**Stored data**
'''

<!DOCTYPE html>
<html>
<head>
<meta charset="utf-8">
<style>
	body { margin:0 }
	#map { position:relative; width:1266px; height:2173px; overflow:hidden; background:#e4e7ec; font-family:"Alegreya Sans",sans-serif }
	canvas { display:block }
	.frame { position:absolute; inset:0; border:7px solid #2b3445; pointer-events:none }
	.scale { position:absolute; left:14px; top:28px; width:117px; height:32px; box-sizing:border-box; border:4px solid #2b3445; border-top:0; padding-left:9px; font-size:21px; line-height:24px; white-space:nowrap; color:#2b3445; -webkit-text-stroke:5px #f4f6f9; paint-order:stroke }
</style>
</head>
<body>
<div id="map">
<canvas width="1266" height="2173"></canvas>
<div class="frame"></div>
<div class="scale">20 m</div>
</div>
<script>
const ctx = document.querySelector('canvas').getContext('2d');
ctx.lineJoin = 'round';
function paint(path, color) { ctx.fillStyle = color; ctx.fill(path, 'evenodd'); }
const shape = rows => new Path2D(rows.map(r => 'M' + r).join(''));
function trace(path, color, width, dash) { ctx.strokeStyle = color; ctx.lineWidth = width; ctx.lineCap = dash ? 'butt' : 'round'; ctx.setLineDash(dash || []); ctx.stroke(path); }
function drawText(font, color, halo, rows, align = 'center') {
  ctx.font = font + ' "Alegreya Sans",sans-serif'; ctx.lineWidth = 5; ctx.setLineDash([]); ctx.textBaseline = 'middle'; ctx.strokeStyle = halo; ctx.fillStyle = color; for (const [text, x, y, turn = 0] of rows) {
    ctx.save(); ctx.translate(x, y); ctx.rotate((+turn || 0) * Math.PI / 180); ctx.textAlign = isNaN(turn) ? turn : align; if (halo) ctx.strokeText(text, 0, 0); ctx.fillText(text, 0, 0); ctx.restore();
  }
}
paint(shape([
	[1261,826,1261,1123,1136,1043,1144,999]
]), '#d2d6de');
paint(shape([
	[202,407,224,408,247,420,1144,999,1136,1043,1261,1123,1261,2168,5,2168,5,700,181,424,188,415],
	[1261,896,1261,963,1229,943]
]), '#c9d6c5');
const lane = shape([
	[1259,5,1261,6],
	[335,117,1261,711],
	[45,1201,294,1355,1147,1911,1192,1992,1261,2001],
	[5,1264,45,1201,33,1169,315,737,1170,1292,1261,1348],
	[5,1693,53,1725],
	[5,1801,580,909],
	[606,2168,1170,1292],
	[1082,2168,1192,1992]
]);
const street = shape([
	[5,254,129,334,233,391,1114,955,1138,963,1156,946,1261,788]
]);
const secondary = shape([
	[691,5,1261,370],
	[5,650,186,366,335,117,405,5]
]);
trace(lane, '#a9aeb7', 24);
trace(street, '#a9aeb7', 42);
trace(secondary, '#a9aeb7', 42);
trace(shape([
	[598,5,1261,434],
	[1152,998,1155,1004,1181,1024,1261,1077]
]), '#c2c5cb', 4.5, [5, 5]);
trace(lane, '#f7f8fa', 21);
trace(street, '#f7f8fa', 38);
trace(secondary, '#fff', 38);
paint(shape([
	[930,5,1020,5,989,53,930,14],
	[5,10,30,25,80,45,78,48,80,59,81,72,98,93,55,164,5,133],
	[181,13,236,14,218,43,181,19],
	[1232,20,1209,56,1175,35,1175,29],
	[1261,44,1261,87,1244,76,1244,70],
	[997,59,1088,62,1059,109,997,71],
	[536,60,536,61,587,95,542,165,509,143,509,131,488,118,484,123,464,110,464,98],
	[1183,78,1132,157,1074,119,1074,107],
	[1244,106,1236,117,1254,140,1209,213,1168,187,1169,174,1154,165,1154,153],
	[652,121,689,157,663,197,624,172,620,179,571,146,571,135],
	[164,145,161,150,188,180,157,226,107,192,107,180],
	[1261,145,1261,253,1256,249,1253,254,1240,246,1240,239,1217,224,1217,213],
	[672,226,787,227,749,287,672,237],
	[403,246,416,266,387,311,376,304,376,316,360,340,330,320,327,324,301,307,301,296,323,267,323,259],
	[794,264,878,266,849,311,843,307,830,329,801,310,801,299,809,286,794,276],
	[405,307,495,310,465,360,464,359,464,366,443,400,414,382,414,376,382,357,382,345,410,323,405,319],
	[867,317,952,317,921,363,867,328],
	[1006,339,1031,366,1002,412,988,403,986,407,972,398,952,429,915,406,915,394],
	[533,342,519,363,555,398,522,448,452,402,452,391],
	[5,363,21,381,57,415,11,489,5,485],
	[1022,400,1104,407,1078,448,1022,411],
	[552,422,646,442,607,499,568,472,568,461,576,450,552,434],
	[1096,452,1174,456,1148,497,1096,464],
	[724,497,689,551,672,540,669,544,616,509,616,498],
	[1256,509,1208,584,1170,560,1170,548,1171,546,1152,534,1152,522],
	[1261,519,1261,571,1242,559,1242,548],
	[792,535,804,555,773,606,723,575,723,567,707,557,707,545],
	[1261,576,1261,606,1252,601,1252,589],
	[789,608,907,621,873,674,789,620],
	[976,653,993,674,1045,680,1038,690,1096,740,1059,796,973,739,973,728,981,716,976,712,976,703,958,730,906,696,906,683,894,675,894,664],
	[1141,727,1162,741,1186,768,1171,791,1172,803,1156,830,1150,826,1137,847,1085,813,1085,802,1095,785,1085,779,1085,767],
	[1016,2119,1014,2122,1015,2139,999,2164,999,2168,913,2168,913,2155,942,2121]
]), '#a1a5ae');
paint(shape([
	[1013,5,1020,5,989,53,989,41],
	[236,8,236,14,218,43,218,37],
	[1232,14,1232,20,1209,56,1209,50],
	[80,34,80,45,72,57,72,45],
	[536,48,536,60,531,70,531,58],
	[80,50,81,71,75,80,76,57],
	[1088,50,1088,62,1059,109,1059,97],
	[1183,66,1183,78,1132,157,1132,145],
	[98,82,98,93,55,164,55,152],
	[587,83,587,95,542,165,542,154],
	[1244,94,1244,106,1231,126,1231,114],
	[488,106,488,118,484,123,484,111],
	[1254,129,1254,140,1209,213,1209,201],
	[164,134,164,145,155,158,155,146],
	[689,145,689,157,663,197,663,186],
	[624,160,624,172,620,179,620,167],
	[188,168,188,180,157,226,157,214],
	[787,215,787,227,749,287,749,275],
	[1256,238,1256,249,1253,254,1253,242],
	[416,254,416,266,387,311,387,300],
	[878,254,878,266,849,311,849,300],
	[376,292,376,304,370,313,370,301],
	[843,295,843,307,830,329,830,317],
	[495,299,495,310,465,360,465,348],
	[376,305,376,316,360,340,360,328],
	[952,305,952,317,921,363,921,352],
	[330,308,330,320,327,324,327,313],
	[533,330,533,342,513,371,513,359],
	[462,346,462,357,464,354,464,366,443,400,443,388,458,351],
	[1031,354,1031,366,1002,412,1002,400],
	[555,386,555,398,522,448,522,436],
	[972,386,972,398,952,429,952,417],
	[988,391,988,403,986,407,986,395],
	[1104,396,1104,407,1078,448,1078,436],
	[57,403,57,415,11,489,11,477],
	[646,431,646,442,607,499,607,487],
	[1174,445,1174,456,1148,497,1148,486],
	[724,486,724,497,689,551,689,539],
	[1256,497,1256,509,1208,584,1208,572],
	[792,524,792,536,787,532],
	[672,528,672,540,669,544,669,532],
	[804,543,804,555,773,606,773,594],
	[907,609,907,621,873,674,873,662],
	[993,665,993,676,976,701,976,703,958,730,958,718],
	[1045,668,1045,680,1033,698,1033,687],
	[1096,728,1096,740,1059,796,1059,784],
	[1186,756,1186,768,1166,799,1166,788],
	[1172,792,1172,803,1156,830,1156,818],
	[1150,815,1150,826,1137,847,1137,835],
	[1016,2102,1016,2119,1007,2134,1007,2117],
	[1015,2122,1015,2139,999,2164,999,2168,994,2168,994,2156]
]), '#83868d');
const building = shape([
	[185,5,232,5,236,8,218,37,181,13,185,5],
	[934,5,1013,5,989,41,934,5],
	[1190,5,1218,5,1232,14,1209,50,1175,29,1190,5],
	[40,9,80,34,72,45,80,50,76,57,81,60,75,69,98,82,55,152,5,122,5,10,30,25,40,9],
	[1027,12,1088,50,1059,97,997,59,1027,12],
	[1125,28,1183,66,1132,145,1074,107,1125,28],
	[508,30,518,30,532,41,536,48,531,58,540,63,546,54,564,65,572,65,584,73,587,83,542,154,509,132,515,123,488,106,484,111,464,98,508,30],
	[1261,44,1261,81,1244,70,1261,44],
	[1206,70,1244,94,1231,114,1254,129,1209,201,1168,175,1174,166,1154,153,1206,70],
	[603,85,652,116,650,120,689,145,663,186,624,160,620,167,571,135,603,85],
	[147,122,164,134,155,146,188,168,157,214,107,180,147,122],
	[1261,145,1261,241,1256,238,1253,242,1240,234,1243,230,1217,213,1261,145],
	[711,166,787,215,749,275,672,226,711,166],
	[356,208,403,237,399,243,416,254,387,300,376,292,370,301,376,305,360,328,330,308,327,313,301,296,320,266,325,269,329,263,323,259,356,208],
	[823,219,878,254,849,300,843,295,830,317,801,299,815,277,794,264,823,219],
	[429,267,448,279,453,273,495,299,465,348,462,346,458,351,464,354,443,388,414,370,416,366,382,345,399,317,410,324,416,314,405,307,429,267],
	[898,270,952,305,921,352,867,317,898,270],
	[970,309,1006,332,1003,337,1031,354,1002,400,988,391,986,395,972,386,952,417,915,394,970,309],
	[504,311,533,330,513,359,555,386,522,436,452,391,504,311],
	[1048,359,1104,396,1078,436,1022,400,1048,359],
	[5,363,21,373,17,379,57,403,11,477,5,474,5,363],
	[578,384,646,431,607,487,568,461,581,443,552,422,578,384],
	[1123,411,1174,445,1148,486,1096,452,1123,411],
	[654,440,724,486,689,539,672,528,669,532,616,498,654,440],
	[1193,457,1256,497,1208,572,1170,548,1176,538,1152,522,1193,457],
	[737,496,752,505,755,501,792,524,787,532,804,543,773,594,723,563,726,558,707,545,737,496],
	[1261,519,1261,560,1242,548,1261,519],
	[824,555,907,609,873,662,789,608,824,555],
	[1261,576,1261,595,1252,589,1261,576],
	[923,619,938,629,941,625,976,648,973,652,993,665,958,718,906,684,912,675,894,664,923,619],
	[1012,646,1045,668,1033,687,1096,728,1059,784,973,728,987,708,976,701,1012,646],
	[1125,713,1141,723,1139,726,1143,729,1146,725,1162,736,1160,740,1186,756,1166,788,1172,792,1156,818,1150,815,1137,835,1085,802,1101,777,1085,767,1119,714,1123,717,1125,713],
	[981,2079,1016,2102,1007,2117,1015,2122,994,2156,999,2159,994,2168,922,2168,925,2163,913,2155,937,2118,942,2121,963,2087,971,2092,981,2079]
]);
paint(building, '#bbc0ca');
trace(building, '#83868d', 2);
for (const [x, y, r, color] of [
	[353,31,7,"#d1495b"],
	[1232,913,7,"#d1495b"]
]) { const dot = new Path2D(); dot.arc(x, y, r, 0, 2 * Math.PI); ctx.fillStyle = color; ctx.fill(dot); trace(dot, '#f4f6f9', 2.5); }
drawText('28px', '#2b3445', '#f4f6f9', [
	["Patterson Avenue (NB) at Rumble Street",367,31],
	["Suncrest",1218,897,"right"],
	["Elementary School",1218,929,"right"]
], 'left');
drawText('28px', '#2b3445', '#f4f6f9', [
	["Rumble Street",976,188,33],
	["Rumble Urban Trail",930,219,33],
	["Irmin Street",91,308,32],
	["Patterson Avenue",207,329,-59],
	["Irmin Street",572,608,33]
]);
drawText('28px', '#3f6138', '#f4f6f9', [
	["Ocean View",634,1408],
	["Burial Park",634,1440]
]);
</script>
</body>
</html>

'''

**PROBLEM DESCRIPTION**
Each line that contains the string "turn" should be copied from the data above.

**THE COMPLETED TASK**
  ctx.font = font + ' "Alegreya Sans",sans-serif'; ctx.lineWidth = 5; ctx.setLineDash([]); ctx.textBaseline = 'middle'; ctx.strokeStyle = halo; ctx.fillStyle = color; for (const [text, x, y, turn = 0] of rows) {
    ctx.save(); ctx.translate(x, y); ctx.rotate((+turn || 0) * Math.PI / 180); ctx.textAlign = isNaN(turn) ? turn : align; if (halo) ctx.strokeText(text, 0, 0); ctx.fillText(text, 0, 0); ctx.restore();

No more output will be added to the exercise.